Two-Stage Deep Reinforcement Learning for Multi-UAV Mission Planning

Inspection tasks, whether for large-scale infrastructure or for aerial entertainment, demand high efficiency and adaptability. Traditional manual inspection methods often fall short, plagued by inefficiency and scalability issues. The advent of Unmanned Aerial Vehicle (UAV) clusters offers a transformative solution. This technology is pivotal not only for industrial applications like aircraft skin inspection but also for creating large-scale, dynamic aerial displays known as drone light shows. Coordinating a fleet of drones to cover specific areas or form intricate, moving patterns in the sky presents a significant computational challenge: how to optimally assign tasks (inspection points or display positions) to each drone and plan their flight paths to minimize completion time while respecting physical constraints like battery life and collision avoidance.

This mission planning problem for multiple UAVs is intrinsically linked to classic combinatorial optimization problems in operations research, particularly the Vehicle Routing Problem (VRP). In a drone light show, each drone can be seen as a “vehicle” that must visit a sequence of assigned “customer” points (specific positions in the formation) within its operational endurance. The goal is to orchestrate the entire fleet’s movements to achieve the synchronized display in the shortest possible time, which translates to minimizing the maximum flight distance or time taken by any single drone. Efficiently solving this problem is crucial for the seamless execution of complex drone light show choreography and for the practical deployment of UAVs in time-sensitive inspection scenarios.

While VRP and its variants have been extensively studied, traditional solution methods like exact algorithms or hand-crafted heuristics often struggle with the scale and real-time requirements of modern UAV applications. Exact methods become computationally intractable for large fleets, while heuristics, though faster, may yield suboptimal solutions and require significant domain expertise to design.
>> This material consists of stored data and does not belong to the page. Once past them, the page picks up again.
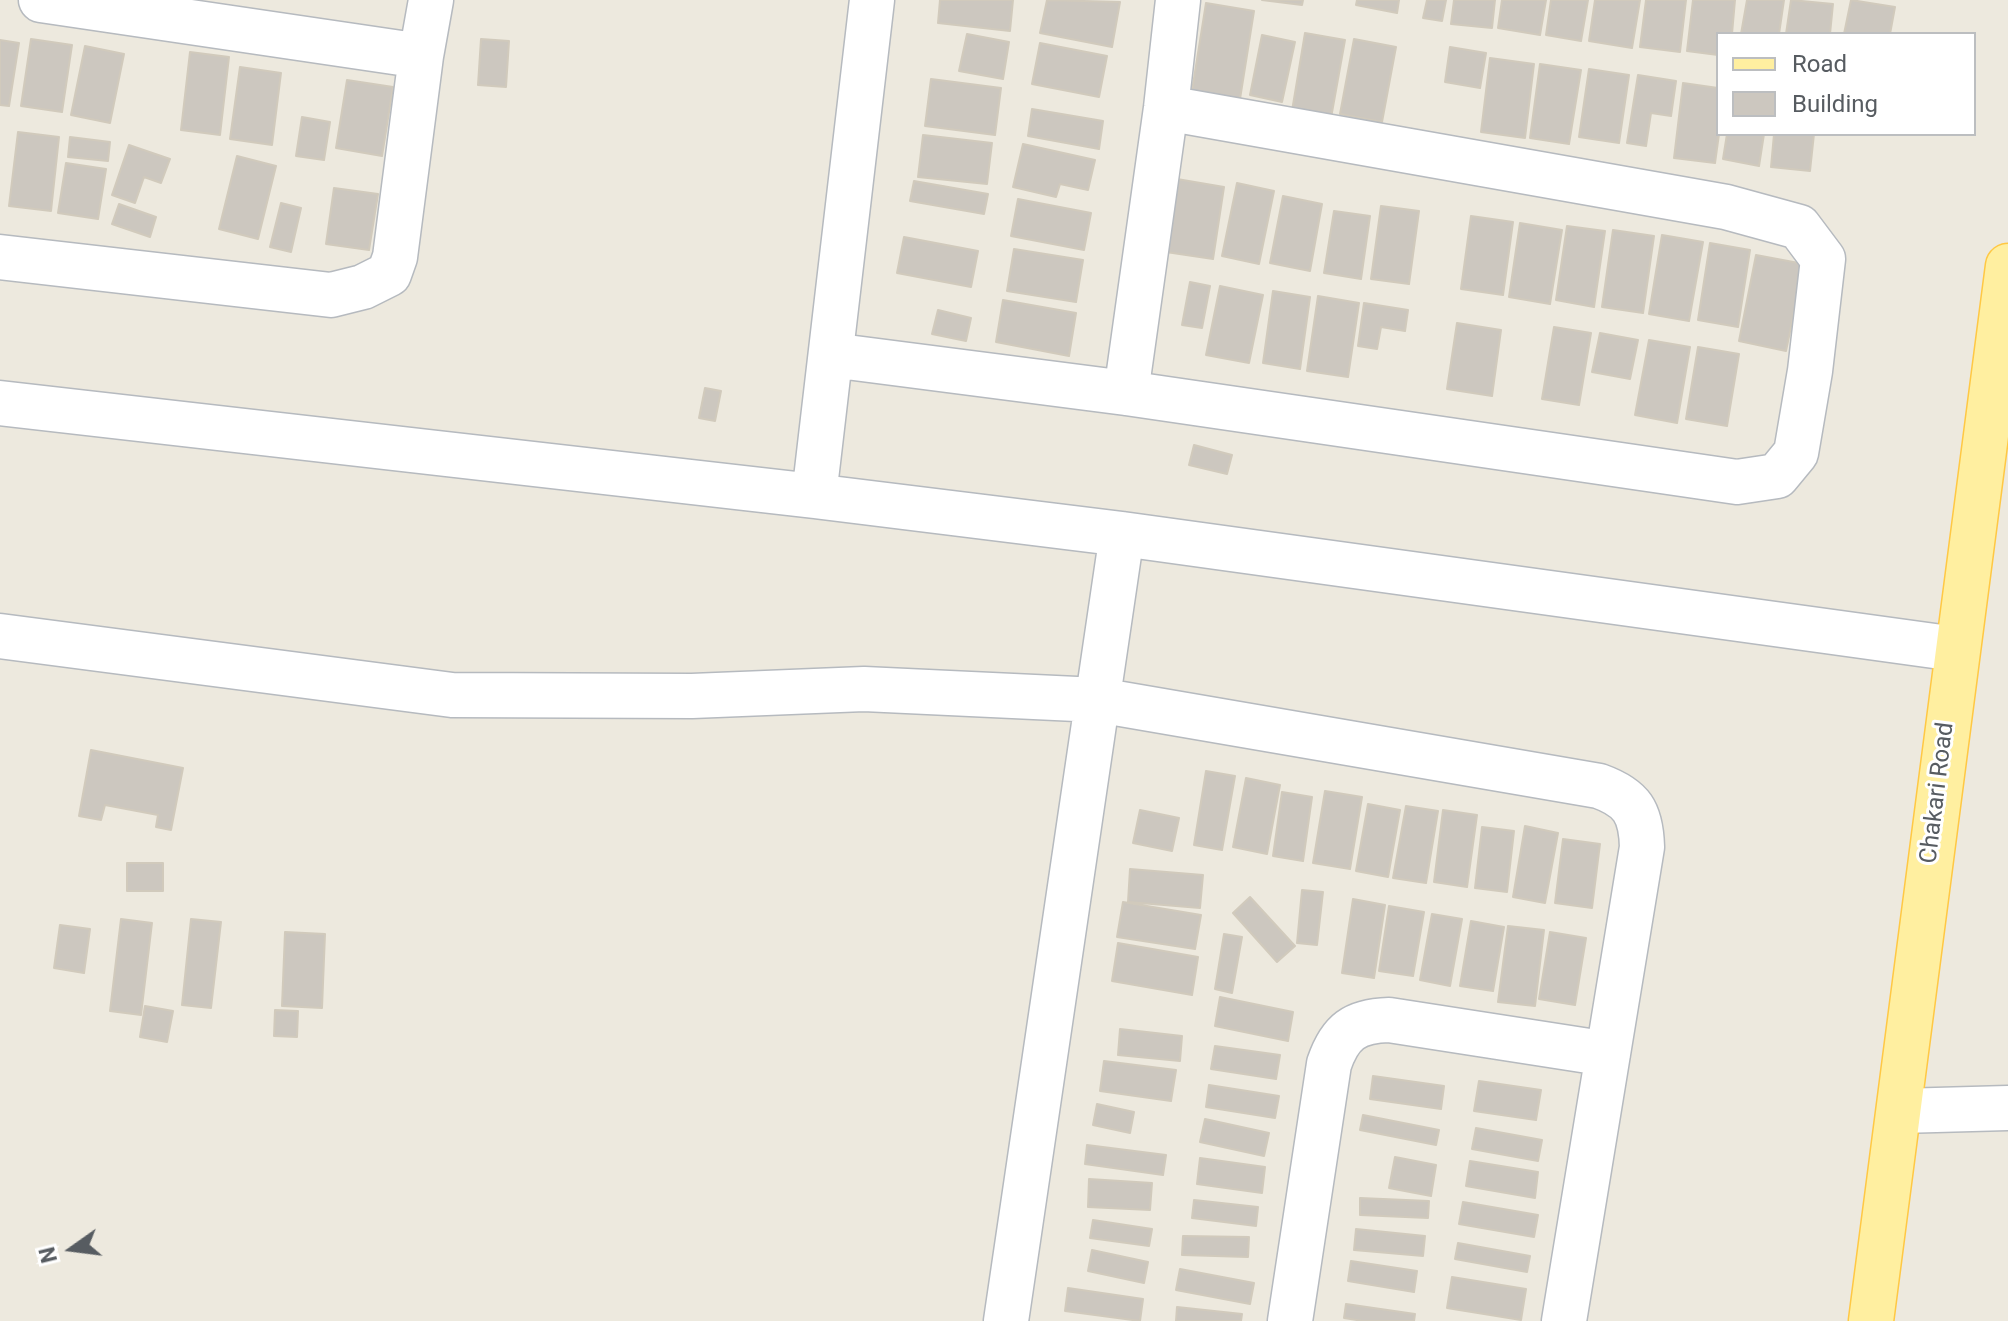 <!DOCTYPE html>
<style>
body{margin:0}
#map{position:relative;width:2008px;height:1321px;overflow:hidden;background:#ede9de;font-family:Roboto,sans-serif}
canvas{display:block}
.legend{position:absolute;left:1716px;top:32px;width:260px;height:104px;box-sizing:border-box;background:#fff;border:2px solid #bcbec0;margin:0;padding:10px 14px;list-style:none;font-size:24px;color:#575c61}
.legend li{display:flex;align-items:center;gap:16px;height:40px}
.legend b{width:40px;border:2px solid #bcbec0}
.north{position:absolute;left:32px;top:1209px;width:80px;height:80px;-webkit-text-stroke:6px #fff;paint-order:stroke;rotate:256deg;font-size:22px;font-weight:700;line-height:32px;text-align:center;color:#575c61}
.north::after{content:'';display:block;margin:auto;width:28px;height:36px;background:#575c61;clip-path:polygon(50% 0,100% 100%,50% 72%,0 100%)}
</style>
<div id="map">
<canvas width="2008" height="1321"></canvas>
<ul class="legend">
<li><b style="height:10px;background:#ffefa0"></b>Road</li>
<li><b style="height:22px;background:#ccc7bf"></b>Building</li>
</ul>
<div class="north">N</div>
</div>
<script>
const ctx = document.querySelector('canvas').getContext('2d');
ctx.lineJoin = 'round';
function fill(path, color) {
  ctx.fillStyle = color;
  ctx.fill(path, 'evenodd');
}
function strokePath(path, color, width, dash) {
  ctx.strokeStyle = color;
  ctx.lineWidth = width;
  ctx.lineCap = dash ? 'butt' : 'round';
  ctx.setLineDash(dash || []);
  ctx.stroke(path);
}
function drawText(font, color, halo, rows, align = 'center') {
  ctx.font = font + ' Roboto,sans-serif';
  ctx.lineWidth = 6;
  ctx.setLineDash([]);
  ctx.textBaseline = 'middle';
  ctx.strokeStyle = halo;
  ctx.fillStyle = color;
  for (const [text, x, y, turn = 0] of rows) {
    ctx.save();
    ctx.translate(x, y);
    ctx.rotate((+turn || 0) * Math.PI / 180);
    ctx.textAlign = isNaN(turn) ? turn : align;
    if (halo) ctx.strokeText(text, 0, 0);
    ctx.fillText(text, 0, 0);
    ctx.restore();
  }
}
const building = new Path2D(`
 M 940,0 L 1013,0 L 1010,31 L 938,23 Z
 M 1047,0 L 1120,2 L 1112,47 L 1040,33 Z
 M 1262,0 L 1303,0 L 1302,5 Z
 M 1357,0 L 1399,0 L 1397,13 L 1356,5 Z
 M 1427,0 L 1446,0 L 1442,21 L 1423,18 Z
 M 1454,0 L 1495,0 L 1492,28 L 1451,24 Z
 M 1502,0 L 1546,0 L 1540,35 L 1498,28 Z
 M 1551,0 L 1588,0 L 1581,41 L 1546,35 Z
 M 1595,0 L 1640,0 L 1632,48 L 1589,41 Z
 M 1646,0 L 1686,0 L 1680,52 L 1640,47 Z
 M 1693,0 L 1735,0 L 1732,34 L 1718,34 L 1718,55 L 1687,51 Z
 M 1747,0 L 1784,0 L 1779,34 L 1741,34 Z
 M 1791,0 L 1833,4 L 1830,34 L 1786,34 Z
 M 1851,0 L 1895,7 L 1890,34 L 1844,34 Z
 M 1206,3 L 1254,11 L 1240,99 L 1192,91 Z
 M 1305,33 L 1345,40 L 1331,118 L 1292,111 Z
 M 967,34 L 1009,42 L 1003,79 L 959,71 Z
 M 1262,35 L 1295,42 L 1282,102 L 1250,95 Z
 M 31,39 L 72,45 L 62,112 L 21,106 Z
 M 481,39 L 509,41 L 506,87 L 478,85 Z
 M 1354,39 L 1396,47 L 1382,122 L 1340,114 Z
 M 0,40 L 19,43 L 9,106 L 0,105 Z
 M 1040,43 L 1107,56 L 1099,97 L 1032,84 Z
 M 85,46 L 124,54 L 110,123 L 71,115 Z
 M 1450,47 L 1486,53 L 1480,88 L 1445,82 Z
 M 190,52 L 229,57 L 220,135 L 181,130 Z
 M 1490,58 L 1534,64 L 1525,138 L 1481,132 Z
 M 1540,64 L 1581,70 L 1569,144 L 1530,138 Z
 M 240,67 L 281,73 L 272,145 L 230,139 Z
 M 1589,69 L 1629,75 L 1619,143 L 1579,137 Z
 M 1638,75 L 1676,81 L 1671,116 L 1651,113 L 1646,146 L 1627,143 Z
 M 931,79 L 1001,88 L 995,135 L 925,126 Z
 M 347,80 L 393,87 L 382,156 L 336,148 Z
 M 1683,83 L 1718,88 L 1719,134 L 1715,163 L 1674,158 Z
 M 1032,109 L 1103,121 L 1099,149 L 1028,136 Z
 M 302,117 L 330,122 L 324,160 L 296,156 Z
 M 18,132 L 59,137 L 51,211 L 9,206 Z
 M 1727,134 L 1764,134 L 1759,166 L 1723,159 Z
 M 1774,134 L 1814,134 L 1810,171 L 1771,167 Z
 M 923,135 L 992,143 L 987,184 L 918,177 Z
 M 70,137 L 110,142 L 108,161 L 68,157 Z
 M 1023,144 L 1095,160 L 1088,190 L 1060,184 L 1056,197 L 1013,187 Z
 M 129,145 L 170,159 L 161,183 L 144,177 L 135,203 L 112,195 Z
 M 237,156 L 276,166 L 258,239 L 219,229 Z
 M 66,163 L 106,169 L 98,219 L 58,213 Z
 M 1177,179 L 1224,187 L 1213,259 L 1166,252 Z
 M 914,181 L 988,194 L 984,214 L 910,201 Z
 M 1237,183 L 1274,191 L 1259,264 L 1222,256 Z
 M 334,188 L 378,194 L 369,250 L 326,244 Z
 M 1283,196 L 1322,204 L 1310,271 L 1270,263 Z
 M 1018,199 L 1091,213 L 1084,250 L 1011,236 Z
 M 281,203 L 301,208 L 291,252 L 270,247 Z
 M 119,204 L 156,217 L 150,237 L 112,224 Z
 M 1381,206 L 1419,211 L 1409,284 L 1371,279 Z
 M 1334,211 L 1370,216 L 1361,279 L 1324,273 Z
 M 1471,216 L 1513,222 L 1503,295 L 1461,289 Z
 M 1520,223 L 1562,230 L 1550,304 L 1509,297 Z
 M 1567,226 L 1605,231 L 1594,307 L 1556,300 Z
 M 1613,230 L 1654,236 L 1643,313 L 1602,307 Z
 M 1662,235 L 1703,242 L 1689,321 L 1649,314 Z
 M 904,237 L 978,251 L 971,287 L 897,273 Z
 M 1710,243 L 1750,250 L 1738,327 L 1698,320 Z
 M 1014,249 L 1083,260 L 1076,302 L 1007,291 Z
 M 1756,255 L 1804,264 L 1786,351 L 1739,341 Z
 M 1190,282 L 1210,286 L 1202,328 L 1182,325 Z
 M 1220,286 L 1263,295 L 1249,363 L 1206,355 Z
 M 1273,291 L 1310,297 L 1300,369 L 1263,363 Z
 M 1318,296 L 1359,303 L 1348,377 L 1307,371 Z
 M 1003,300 L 1076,313 L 1069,356 L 996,342 Z
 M 1364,303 L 1408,310 L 1405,331 L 1381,327 L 1377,349 L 1358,346 Z
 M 938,310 L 971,318 L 966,341 L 932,334 Z
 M 1457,323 L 1501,330 L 1492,396 L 1447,389 Z
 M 1554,327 L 1591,333 L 1579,405 L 1542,399 Z
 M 1600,333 L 1638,340 L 1630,379 L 1592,372 Z
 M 1649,340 L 1690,347 L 1677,423 L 1635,415 Z
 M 1698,347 L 1739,354 L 1727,426 L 1686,419 Z
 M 705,388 L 721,391 L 715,421 L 699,418 Z
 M 1194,445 L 1232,455 L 1227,474 L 1189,465 Z
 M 91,750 L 183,768 L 171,830 L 156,827 L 158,815 L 105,805 L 101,820 L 79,816 Z
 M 1206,771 L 1235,776 L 1222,850 L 1194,845 Z
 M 1246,778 L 1280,785 L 1267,854 L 1233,847 Z
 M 1325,791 L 1362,797 L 1350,869 L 1313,863 Z
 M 1282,792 L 1312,797 L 1303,861 L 1273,856 Z
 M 1368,804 L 1400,810 L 1388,877 L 1356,871 Z
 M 1406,806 L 1438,811 L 1426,883 L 1393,878 Z
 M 1140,810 L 1179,818 L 1172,851 L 1133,843 Z
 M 1443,810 L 1477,815 L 1467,887 L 1434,882 Z
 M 1525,826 L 1558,833 L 1545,903 L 1513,897 Z
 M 1482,827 L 1514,831 L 1507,892 L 1475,888 Z
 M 1563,839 L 1600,844 L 1592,908 L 1555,903 Z
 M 127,863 L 163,863 L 163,891 L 127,891 Z
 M 1130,869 L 1203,875 L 1200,908 L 1128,902 Z
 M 1302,890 L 1323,892 L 1317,945 L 1297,943 Z
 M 1250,897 L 1295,946 L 1277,962 L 1233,913 Z
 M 1353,899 L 1385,905 L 1374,978 L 1342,973 Z
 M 1123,902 L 1201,915 L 1195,949 L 1117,937 Z
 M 1389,906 L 1424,912 L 1413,976 L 1379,971 Z
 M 1432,914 L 1462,919 L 1450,986 L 1420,980 Z
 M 121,919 L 152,923 L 141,1015 L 110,1011 Z
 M 191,919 L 221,922 L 211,1008 L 182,1005 Z
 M 1471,921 L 1504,927 L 1493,991 L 1460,986 Z
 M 60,925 L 90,929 L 84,973 L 54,968 Z
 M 1508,926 L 1544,930 L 1535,1006 L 1498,1002 Z
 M 285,932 L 325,934 L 322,1008 L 282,1006 Z
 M 1550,932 L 1586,938 L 1575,1005 L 1539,999 Z
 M 1224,934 L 1242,937 L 1232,993 L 1215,989 Z
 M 1118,943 L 1198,957 L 1192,995 L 1112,981 Z
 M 1220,997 L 1293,1012 L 1288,1041 L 1215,1026 Z
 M 145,1006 L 173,1011 L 167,1042 L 140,1037 Z
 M 275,1010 L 298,1011 L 297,1037 L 274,1036 Z
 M 1120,1029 L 1182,1036 L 1180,1061 L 1118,1055 Z
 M 1215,1046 L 1280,1055 L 1276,1079 L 1211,1069 Z
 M 1104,1061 L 1176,1070 L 1171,1101 L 1100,1091 Z
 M 1373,1076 L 1444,1086 L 1441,1109 L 1370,1099 Z
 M 1479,1081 L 1541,1090 L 1536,1120 L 1474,1111 Z
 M 1209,1085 L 1279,1096 L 1275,1118 L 1206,1107 Z
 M 1097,1104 L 1134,1112 L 1130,1133 L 1093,1125 Z
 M 1363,1115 L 1439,1130 L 1436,1145 L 1360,1130 Z
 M 1205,1119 L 1269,1133 L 1264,1156 L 1200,1142 Z
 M 1476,1128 L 1542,1140 L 1538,1161 L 1472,1149 Z
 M 1087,1145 L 1166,1155 L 1163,1175 L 1085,1164 Z
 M 1395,1157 L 1436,1165 L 1431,1196 L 1389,1188 Z
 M 1200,1158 L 1265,1167 L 1262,1193 L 1197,1184 Z
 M 1470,1161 L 1538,1172 L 1535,1198 L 1466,1186 Z
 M 1089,1179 L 1152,1183 L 1150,1210 L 1088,1207 Z
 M 1360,1198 L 1429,1201 L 1428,1218 L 1360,1215 Z
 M 1194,1200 L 1258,1207 L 1256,1226 L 1192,1218 Z
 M 1463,1202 L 1538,1215 L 1534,1237 L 1459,1224 Z
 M 1093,1220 L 1152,1229 L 1149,1246 L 1090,1238 Z
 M 1356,1229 L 1425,1236 L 1423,1256 L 1354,1250 Z
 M 1183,1236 L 1249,1237 L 1248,1257 L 1182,1255 Z
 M 1458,1243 L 1530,1256 L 1527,1272 L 1455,1259 Z
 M 1092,1250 L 1148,1262 L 1144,1283 L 1088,1271 Z
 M 1351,1261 L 1417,1271 L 1414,1292 L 1348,1281 Z
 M 1180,1269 L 1254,1283 L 1250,1304 L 1176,1290 Z
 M 1452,1277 L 1526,1289 L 1521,1320 L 1447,1308 Z
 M 1068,1288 L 1143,1299 L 1140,1321 L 1065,1311 Z
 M 1346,1304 L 1415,1314 L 1414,1321 L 1363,1321 L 1344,1318 Z
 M 1177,1307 L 1242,1314 L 1241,1321 L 1176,1321 Z`);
fill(building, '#ccc7bf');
strokePath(building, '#d1cabc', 2);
const minor = new Path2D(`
 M 41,0 L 421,56
 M 0,257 L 331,295 L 363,287 L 389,274 L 395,257 L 421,56 L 431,0
 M 831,355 L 1126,393 L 1737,482 L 1777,476 L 1796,453 L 1810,371 L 1823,259 L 1799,227 L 1726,207 L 1166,108
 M 1126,393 L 1166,108 L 1178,0
 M 0,403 L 814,496 L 1122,534 L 1956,649
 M 814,496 L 872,0
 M 0,636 L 452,695 L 692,696 L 864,689 L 1098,700 L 1599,786 C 1632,798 1641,812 1642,847 L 1564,1321
 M 1900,1111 L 2008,1108
 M 1006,1321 L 1122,534
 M 1290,1321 L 1329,1064 C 1340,1032 1354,1021 1389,1020 L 1608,1054`);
const major = new Path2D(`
 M 1871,1321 C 1919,970 1960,617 2008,266`);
strokePath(minor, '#b6babf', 47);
strokePath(major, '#ffc844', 47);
strokePath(minor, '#fff', 44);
strokePath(major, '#ffefa0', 44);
drawText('24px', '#575c61', '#fff', [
 ["Chakari Road",1938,793,-83]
]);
</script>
Recently, Deep Reinforcement Learning (DRL) has emerged as a powerful paradigm for learning to solve such problems directly from data, offering a promising balance between solution quality and computational speed.

However, existing DRL approaches for VRP-like problems often employ generic encoder-decoder architectures that may not fully capture the dynamic state of a multi-agent system. For instance, in a drone light show, the “context” of the planning problem changes as drones are assigned to positions; some positions are already allocated, while others remain available. A static representation of the problem graph fails to reflect this evolution, potentially leading to poor decision-making. Furthermore, effectively modeling each drone’s individual state—its remaining battery, its current assigned path—within a shared policy network remains challenging.

To address these limitations, this work proposes a novel Two-Stage Deep Reinforcement Learning (TSDRL) framework specifically designed for multi-UAV mission planning. The core of our approach is a sophisticated policy network that dynamically adapts to the planning state. In the first stage, the model determines a suitable number of drones based on the task’s scale. The second stage, which is our primary contribution, features an encoder-decoder architecture with key innovations: 1) An enhanced encoder utilizing dual Batch Normalization and a gated aggregation module to produce higher-quality node embeddings; 2) A decoder equipped with a dedicated Drone Selection Module and a novel Graph Aggregation Module. The Graph Aggregation Module dynamically constructs separate embeddings for visited and unvisited nodes, allowing the policy to be acutely aware of the changing context as assignments are made, much like tracking which positions in a drone light show formation have already been taken. This enables more informed decision-making when selecting the next task for a chosen drone.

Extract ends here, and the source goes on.